Because of the high ratings, the show was renewed for a second season.

==Cast==
===Panelists and host===
Niels Destadsbader was the host of the series. Jens Dendoncker, Julie Van den Steen and Karen Damen were permanent members of the panel. In every episode, there was another guest judge.

| Episode | Guest judge |
|---|---|
| 1 | Sean Dhondt |
| 2 | Leen Dendievel |
| 3 | Guga Baúl |
| 4 | Ingeborg |
| 5 | Laura Tesoro |
| 6 | Vincent Banić |
| 7 | Lize Feryn |
| 8 | Sean Dhondt |

Karen Damen guessed eight out of ten contestants correctly, making her the highest scoring judge. Julie Van den Steen only managed to guess three contestants.

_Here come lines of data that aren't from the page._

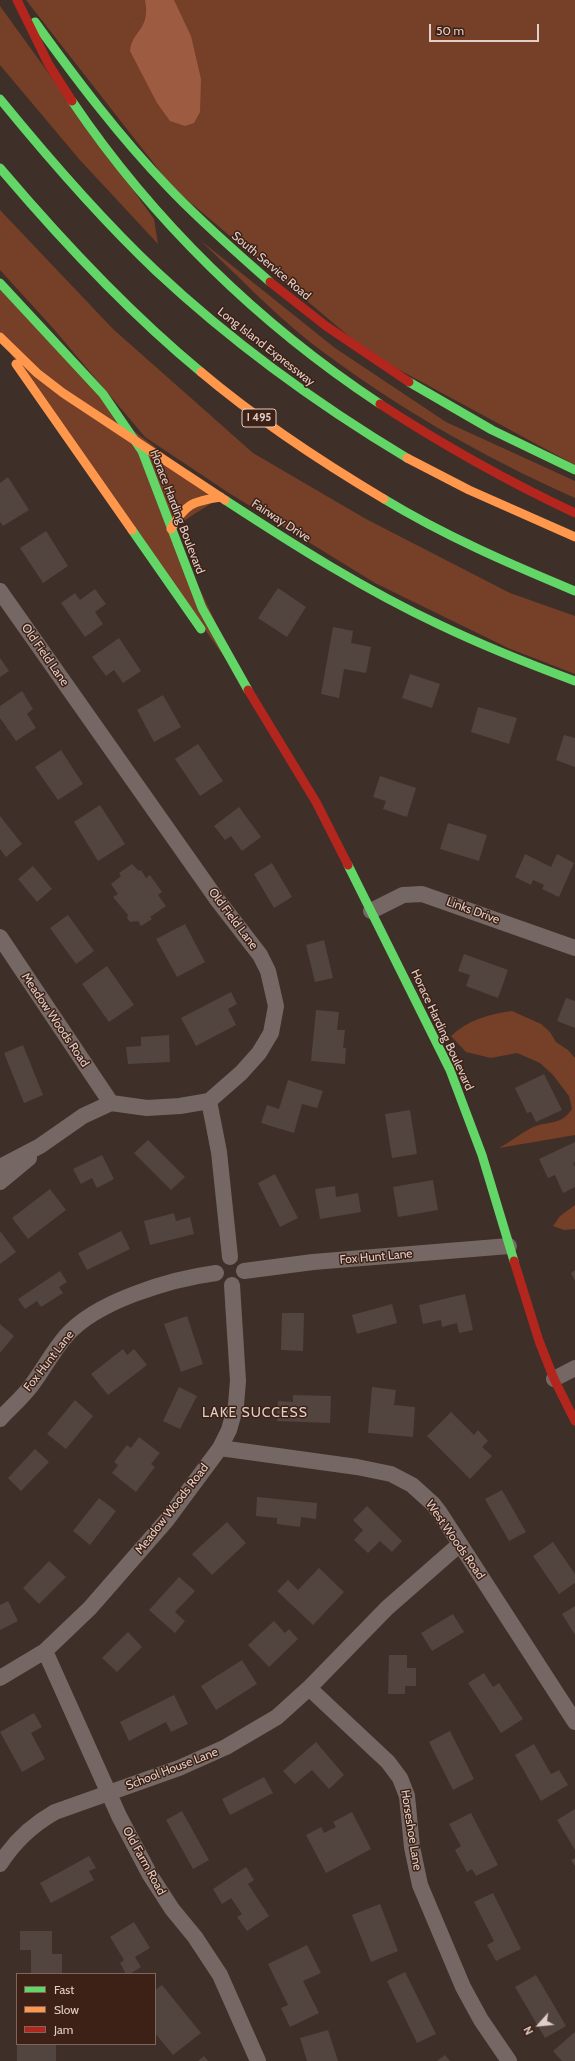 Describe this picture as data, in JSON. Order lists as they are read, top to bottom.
{
  "streets": {
    "main road": [
      "South Service Road",
      "Long Island Expressway",
      "I 495",
      "Horace Harding Boulevard",
      "Fairway Drive"
    ],
    "street": [
      "Old Field Lane",
      "Links Drive",
      "Meadow Woods Road",
      "Fox Hunt Lane",
      "West Woods Road",
      "School House Lane",
      "Horseshoe Lane",
      "Old Farm Road"
    ]
  },
  "crossings": [
    ["Horace Harding Boulevard", "Fairway Drive"],
    ["Horace Harding Boulevard", "Links Drive"],
    ["Horace Harding Boulevard", "Fox Hunt Lane"],
    ["Meadow Woods Road", "Fox Hunt Lane"],
    ["Meadow Woods Road", "West Woods Road"],
    ["Meadow Woods Road", "Old Farm Road"],
    ["West Woods Road", "School House Lane"],
    ["School House Lane", "Horseshoe Lane"],
    ["School House Lane", "Old Farm Road"]
  ],
  "districts": ["LAKE SUCCESS"],
  "legend": ["Fast", "Slow", "Jam"],
  "scale_bar": "50 m",
  "north": "bottom left"
} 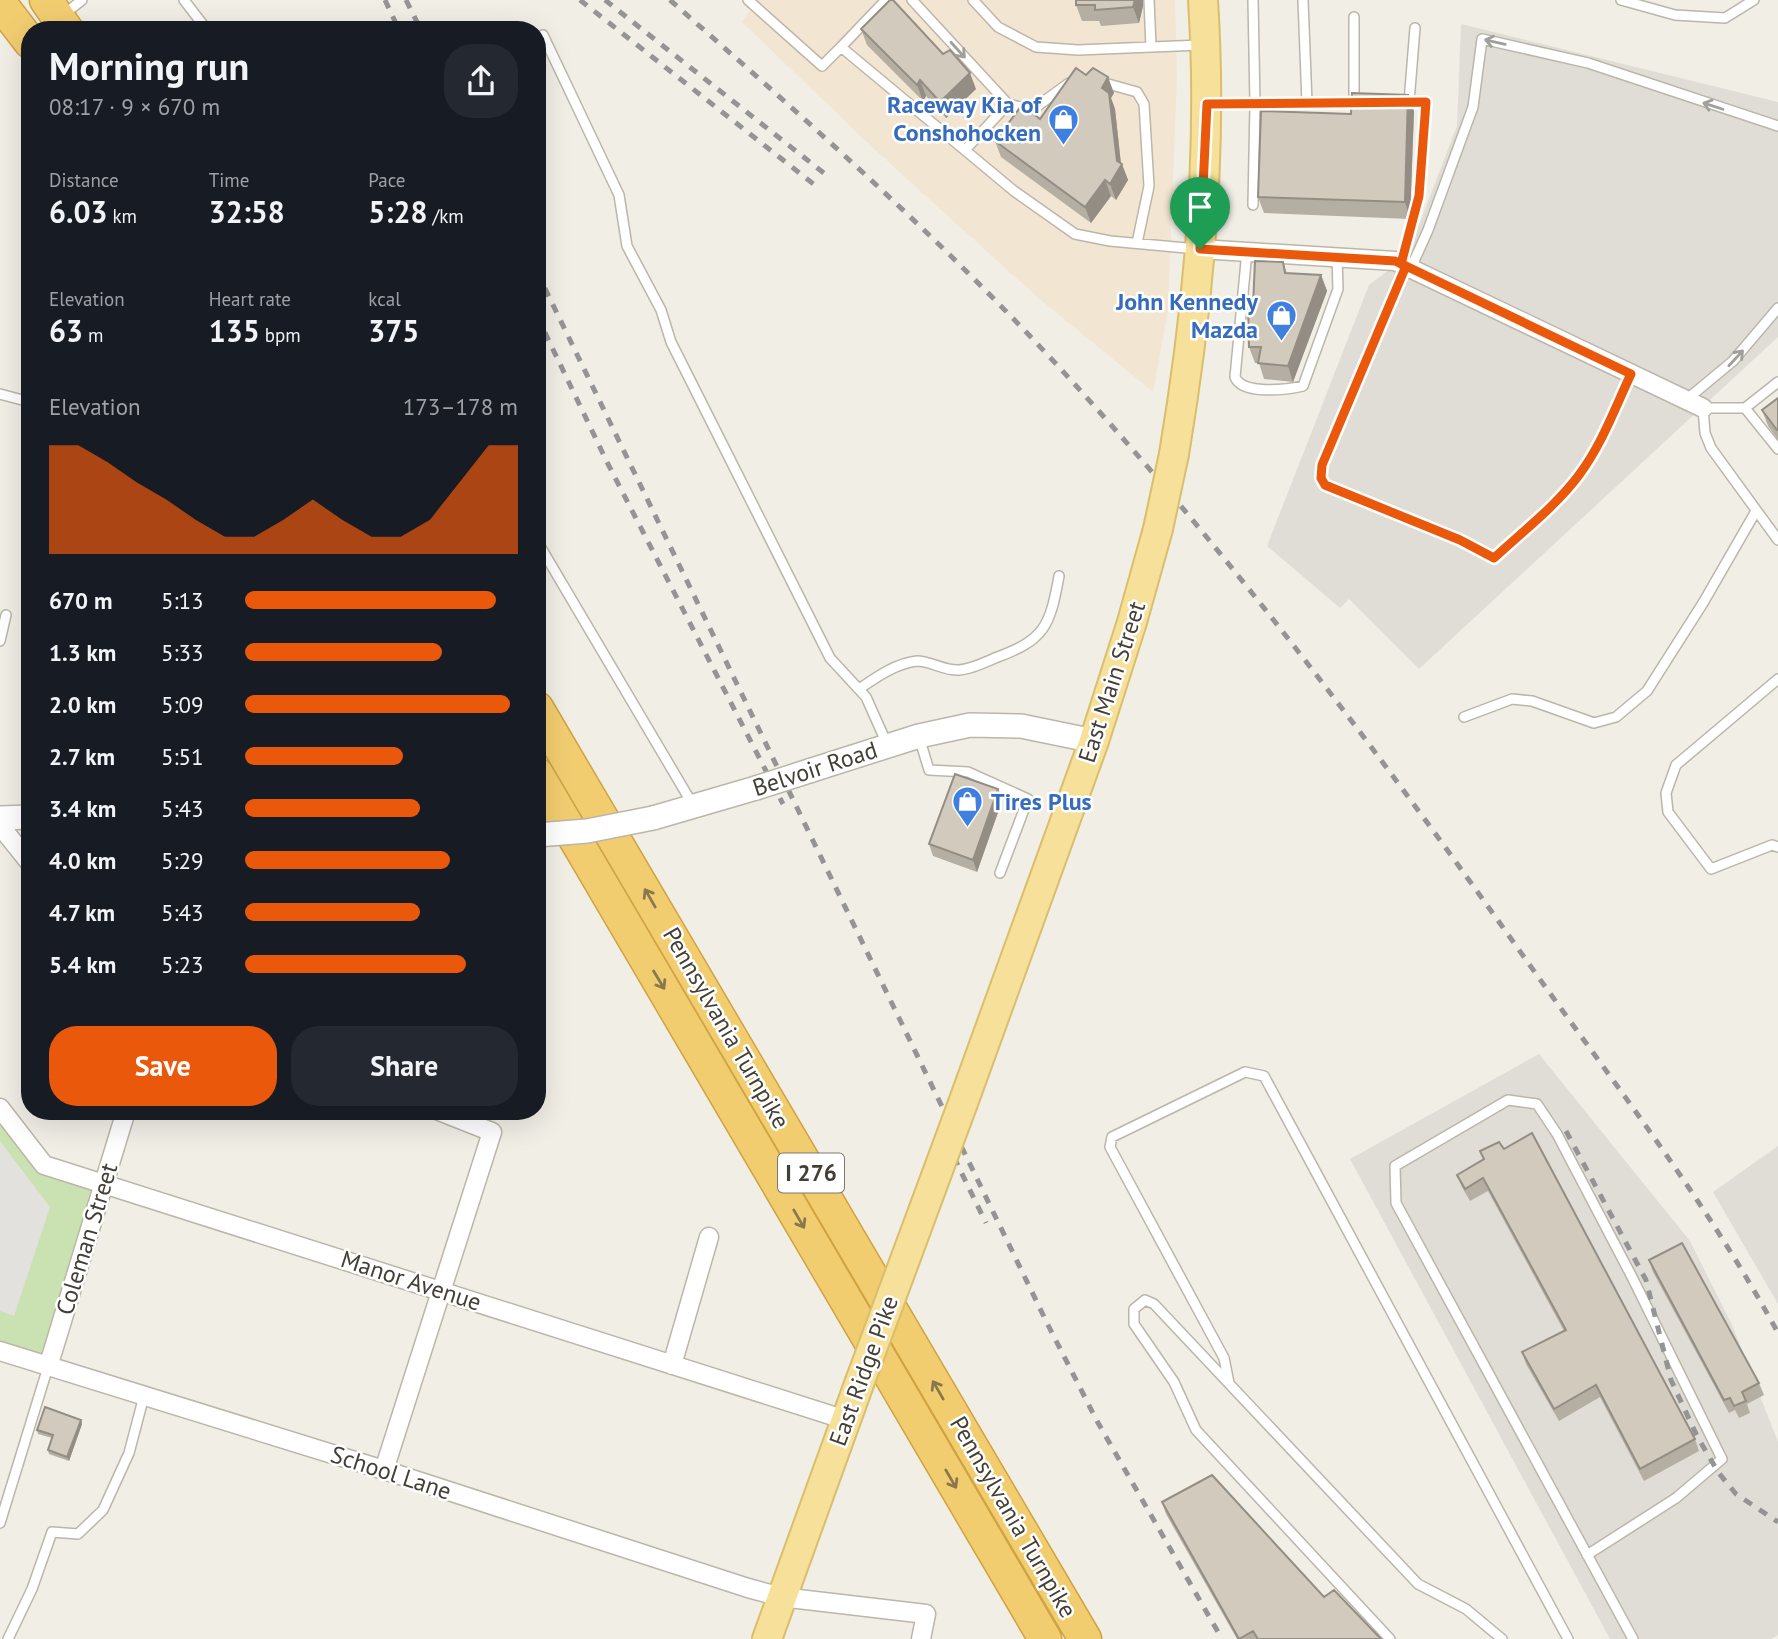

Jens Dendocker didn't guess any of the contestants.

== Contestants ==

| Stage name | Celebrity | Occupation | Episodes |  |  |  |  |  |  |  |
| 1 | 2 | 3 | 4 | 5 | 6 | 7 | 8 |
| Koningin ("Queen") | Sandra Kim | Singer | WIN | WIN | WIN | WIN | WIN | SAFE | SAFE | WINNER |
| Duiker ("Diver") | Giovanni Kemper | Dancer | WIN | WIN | WIN | WIN | RISK | SAFE | SAFE | RUNNER-UP |
| Wolf | Kevin Janssens | Actor | WIN | WIN | RISK | RISK | WIN | RISK | SAFE | THIRD |
| Suikerspin ("Candyfloss") (WC) | Nora Gharib | Actress |  |  | WIN | RISK | RISK | SAFE | OUT |  |
| Aap ("Monkey") | Ruth Beeckmans | Actress | RISK | WIN | WIN | RISK | WIN | OUT |  |  |  |
| Zeemeermin ("Mermaid") (WC) | Kathleen Aerts | Singer |  | RISK | RISK | WIN | OUT |  |  |  |
| Duiveltje ("Devil") | Andy Peelman | Actor | WIN | RISK | RISK | OUT |  |  |  |  |
| Otter | Sam Bettens | Singer | RISK | RISK | OUT |  |  |  |  |  |
| Libelle ("Dragonfly") | Dina Tersago | TV Personality | RISK | OUT |  |  |  |  |  |  |
| Monster | Bart Tommelein | Politician | OUT |  |  |  |  |  |  |  |

The celebrities who competed in the first season of The Masked Singer, pictured in order of elimination (L–R):

Bart Tommelein ("Monster"), Dina Tersago ("Libelle"), Sam Bettens ("Otter"), Kathleen Aerts ("Zeemeermin"), Ruth Beeckmans ("Aap"), Kevin Janssens ("Wolf"), Giovanni Kemper ("Duiker") and Sandra Kim ("Koningin")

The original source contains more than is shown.